Back in October, Donald Trump declared Mar-a-Lago his official place of residence. Now we’re all focused on sending him back to his tawdry club in Palm Beach on a full-time basis, but you know what would be even sweeter? Sending him back to a Palm Beach represented by a progressive Democrat who is absolutely his polar opposite.
Jim Bonfiglio is running to represent the 89th district in the Florida House of Representatives after a razor-thin, 32-vote loss in 2018. As Democrats gear up for a run at flipping the Florida House this year, the 89th district represents their juiciest and sweetest opportunity. Bonfiglio actually lives miles down on the same street as Trump, but everything about Bonfiglio stands in stark contrast with the greedy, corrupt, and grossly incompetent president. The comparisons are pretty direct and frankly staggering:
Example 1: Trump spent his life as a predatory landlord and dirty real estate scam artist. Bonfiglio has worked as a foreclosure defense attorney for the last 32 years, fighting tooth and nail to save people’s homes.

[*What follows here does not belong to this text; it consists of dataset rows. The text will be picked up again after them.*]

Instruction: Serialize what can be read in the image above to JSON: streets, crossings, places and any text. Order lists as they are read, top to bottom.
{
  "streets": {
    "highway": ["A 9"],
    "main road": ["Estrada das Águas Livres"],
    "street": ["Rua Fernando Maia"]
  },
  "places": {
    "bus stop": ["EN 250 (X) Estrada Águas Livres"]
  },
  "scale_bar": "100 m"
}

“It’s very satisfying, trying to help people save their homes,” Bonfiglio tells Progressives Everywhere, noting that he’s helped see through beleaguered homeowners through three financial crises, dating back to the Savings and Loan Crisis in the 1980s.

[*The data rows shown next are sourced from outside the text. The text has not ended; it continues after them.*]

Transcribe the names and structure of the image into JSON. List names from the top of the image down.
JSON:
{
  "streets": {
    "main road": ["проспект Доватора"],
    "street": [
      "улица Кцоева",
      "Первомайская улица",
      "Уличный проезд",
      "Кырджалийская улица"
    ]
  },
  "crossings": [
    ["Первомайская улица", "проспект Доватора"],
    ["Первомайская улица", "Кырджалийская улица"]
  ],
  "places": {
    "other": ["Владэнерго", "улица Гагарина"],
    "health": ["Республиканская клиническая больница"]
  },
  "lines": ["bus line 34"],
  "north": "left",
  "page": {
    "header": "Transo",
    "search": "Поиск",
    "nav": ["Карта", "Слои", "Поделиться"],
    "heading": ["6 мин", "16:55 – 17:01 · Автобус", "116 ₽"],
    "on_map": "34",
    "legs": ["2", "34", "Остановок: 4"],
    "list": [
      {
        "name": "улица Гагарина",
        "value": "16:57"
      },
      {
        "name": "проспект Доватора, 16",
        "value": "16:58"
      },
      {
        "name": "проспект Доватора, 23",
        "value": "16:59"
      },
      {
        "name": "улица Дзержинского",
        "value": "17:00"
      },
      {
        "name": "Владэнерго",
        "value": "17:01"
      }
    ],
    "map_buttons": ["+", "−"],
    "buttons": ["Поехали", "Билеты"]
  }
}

“You get people at their worst and you try to save their houses for them,” he continues. “There’s usually a good reason why they fell behind on the mortgage. Most of the time it’s medical bills, loss of job or divorce. I like to try to help people get through the bad times and get to a better part of their lives.”
Example 2: Trump has a long history of bilking employees and contractors, refusing to pay them for their hard work. Bonfiglio, meanwhile, conducts free seminars to teach young lawyers across Florida how to protect working people facing unfair foreclosure.
During the 2007 economic crisis, which walloped Florida particularly hard, Bonfiglio also hosted free walk-up clinics with volunteer attorneys so that people facing foreclosure could get advice and legal counsel, free of charge.
“People would come all day long, we’d hook up an attorney with a client, and they’d sit down and talk to them and try to figure out if there’s any way they could save their house,” he says. “When foreclosure peaked in 2007 and 2008, I’d give my whole Fridays too. People would come in every half an hour and it was always illness, job loss, divorce, and if I can’t save this house, I don’t know where I’m going to stay.”